Response401 Unauthorized
{
  "error": {
    "code": "invalid_api_key",
    "message": "The API key provided is invalid or has been revoked."
  }
}
402Payment Requiredquota_exceeded

Your monthly lookup quota has been exhausted. Upgrade your plan or wait until your quota resets at the start of the next billing cycle.

Response402 Payment Required
{
  "error": {
    "code": "quota_exceeded",
    "message": "Monthly lookup quota exceeded. Upgrade your plan for more lookups."
  }
}
404Not Foundhash_not_found

The hash does not match any known phone number in the Decode Hash database. This is expected for hashes that do not correspond to Kenyan mobile numbers.

Response404 Not Found
{
  "error": {
    "code": "hash_not_found",
    "message": "The provided hash does not match any known phone number."
  }
}
422Unprocessable Entityinvalid_hash

The hash parameter is not a valid SHA-256 hash. It must be a 64-character hexadecimal string.

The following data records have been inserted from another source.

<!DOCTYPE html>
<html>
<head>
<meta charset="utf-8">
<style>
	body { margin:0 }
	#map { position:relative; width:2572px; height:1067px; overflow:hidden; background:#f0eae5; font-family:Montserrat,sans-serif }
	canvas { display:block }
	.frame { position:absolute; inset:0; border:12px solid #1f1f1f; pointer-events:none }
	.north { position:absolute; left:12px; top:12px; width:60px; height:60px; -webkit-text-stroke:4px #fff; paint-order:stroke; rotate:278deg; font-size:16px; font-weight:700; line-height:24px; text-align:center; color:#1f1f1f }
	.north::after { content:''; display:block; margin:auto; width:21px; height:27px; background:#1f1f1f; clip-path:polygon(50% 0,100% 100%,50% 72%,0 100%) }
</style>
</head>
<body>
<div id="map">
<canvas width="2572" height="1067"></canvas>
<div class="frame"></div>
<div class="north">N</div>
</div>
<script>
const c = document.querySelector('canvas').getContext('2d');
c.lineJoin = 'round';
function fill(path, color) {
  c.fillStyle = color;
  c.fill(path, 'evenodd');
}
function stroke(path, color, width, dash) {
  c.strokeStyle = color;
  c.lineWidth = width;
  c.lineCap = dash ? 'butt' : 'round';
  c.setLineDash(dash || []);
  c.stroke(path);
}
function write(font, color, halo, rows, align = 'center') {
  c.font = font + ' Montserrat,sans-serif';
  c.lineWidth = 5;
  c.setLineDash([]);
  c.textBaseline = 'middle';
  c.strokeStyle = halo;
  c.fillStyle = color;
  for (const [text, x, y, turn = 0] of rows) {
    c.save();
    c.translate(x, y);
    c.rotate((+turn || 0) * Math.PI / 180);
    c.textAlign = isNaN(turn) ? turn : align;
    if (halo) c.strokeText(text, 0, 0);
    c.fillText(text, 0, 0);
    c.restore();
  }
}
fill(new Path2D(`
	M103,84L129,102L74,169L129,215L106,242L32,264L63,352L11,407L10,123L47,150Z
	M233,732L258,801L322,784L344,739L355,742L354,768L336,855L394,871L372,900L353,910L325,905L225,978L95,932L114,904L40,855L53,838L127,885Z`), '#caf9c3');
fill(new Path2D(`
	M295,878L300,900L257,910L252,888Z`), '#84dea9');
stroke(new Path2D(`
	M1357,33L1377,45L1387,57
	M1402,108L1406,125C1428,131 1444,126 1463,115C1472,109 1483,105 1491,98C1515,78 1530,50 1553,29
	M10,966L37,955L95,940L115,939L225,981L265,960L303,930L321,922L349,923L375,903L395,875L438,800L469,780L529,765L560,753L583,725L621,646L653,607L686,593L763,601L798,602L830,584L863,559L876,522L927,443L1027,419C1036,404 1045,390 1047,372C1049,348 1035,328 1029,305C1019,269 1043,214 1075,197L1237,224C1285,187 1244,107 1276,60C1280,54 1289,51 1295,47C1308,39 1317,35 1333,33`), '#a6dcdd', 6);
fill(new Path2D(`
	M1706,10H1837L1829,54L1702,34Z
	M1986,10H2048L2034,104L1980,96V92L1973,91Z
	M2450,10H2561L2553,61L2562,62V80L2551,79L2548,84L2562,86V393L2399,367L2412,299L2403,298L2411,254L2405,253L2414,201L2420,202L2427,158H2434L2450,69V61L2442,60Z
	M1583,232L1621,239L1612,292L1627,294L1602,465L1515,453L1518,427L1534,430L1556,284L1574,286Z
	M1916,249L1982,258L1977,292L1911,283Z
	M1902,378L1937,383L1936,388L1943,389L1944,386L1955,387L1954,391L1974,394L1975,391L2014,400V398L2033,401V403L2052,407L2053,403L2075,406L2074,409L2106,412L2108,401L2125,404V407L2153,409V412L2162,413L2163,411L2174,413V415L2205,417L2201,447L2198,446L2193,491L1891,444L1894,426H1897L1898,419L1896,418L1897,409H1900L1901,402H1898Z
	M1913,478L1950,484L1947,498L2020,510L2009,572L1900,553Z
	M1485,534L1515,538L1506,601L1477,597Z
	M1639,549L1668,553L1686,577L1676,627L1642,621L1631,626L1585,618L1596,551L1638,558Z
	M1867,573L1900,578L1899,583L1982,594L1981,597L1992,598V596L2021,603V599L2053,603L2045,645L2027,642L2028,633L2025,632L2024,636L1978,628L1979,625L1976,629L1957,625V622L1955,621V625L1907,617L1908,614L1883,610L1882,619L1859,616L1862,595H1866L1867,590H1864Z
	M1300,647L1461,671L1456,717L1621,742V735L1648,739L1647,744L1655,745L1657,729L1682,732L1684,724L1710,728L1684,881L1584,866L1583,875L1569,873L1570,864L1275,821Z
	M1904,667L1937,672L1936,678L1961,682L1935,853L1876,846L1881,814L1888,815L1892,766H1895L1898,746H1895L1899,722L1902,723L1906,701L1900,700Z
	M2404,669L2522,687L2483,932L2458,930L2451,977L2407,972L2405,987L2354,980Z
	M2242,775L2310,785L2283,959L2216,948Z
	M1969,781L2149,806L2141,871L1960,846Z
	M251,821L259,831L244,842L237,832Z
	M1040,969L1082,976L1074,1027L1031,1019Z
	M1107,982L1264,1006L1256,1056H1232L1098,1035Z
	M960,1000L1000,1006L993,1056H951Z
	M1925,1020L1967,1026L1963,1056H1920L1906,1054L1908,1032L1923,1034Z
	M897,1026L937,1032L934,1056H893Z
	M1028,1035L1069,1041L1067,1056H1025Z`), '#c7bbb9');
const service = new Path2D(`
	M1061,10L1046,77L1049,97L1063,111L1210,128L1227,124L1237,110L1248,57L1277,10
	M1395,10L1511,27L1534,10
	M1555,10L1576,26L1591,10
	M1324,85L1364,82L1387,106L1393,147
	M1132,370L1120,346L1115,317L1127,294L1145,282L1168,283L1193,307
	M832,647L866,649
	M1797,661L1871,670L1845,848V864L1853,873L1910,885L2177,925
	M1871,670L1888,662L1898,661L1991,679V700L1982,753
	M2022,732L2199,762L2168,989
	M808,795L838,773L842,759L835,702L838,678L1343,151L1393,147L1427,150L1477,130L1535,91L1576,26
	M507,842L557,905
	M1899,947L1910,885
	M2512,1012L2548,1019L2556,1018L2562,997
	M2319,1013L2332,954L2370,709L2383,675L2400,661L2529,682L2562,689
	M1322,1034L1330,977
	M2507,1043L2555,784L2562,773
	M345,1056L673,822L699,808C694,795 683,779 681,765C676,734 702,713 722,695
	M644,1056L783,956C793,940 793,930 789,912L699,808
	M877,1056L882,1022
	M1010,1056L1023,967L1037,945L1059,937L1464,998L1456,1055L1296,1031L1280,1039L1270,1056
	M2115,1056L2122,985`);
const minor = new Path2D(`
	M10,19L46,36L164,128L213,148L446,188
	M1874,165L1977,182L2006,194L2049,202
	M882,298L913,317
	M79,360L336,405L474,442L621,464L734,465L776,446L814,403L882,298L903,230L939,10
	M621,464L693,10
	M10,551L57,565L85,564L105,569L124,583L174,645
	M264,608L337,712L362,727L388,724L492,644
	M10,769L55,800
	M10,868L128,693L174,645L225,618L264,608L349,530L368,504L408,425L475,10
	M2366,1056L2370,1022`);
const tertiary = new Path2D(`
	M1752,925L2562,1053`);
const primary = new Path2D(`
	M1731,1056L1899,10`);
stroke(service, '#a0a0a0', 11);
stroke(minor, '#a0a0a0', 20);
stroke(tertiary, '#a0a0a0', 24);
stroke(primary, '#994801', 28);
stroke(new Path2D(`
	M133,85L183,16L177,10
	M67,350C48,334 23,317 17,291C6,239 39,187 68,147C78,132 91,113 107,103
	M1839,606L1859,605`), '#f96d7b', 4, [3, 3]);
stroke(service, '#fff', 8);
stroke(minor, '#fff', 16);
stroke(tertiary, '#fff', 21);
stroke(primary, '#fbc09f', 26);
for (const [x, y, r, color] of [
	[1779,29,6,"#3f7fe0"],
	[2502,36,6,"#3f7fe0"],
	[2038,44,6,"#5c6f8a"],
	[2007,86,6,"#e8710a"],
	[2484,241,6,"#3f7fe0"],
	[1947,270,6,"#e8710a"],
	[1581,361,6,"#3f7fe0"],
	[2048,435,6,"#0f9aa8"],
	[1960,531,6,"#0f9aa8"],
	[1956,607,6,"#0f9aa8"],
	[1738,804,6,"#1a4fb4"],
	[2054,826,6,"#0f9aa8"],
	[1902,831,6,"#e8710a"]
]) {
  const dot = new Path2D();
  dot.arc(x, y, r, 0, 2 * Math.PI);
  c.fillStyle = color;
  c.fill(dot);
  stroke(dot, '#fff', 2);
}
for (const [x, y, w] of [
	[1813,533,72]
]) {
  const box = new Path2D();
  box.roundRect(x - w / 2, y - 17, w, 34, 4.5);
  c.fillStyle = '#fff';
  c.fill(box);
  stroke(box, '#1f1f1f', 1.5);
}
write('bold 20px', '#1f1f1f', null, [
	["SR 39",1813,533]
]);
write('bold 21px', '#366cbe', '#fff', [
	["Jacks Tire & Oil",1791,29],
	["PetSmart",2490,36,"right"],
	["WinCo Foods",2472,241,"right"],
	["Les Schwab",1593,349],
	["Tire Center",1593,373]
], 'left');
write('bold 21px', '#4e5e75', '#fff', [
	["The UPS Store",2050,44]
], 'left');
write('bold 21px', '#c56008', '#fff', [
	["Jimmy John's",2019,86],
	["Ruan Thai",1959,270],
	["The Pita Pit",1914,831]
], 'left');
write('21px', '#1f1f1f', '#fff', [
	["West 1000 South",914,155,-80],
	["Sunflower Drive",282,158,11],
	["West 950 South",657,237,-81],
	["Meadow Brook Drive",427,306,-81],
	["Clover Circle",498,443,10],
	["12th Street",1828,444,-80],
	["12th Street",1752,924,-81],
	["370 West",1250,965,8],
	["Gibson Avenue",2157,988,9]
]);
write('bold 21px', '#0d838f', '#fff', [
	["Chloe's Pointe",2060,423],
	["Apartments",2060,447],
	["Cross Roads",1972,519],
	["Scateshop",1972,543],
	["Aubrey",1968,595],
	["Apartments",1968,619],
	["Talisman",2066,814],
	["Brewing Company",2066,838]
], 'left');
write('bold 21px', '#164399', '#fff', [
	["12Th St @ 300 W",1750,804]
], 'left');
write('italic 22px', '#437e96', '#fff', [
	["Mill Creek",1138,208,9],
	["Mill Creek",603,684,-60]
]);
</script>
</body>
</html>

Response422 Unprocessable Entity
{
  "error": {
    "code": "invalid_hash",
    "message": "Hash must be a 64-character hexadecimal string."
  }
}
429Too Many Requestsrate_limited

You have exceeded the rate limit for your plan. Implement exponential backoff and retry after the time indicated in the Retry-After header.

Response429 Too Many Requests
{
  "error": {
    "code": "rate_limited",
    "message": "Rate limit exceeded. Try again in 12 seconds.",
    "retry_after": 12
  }
}
500Internal Server Errorinternal_error

An unexpected error occurred on our servers. If this persists, contact support.

Response500 Internal Server Error
{
  "error": {
    "code": "internal_error",
    "message": "An unexpected error occurred. Please try again later."
  }
}

Handling Errors

We recommend the following best practices for error handling:

  • Always check the HTTP status code before parsing the response body.
  • Use the error.code field for programmatic error handling (e.g., switch statements).
  • Implement exponential backoff for 429 responses, respecting the retry_after value.
  • For 402 errors, notify users and prompt them to upgrade their plan.
  • Log error.message for debugging but do not expose it to end users in production.
  • Treat 500 errors as transient - retry with backoff up to 3 times.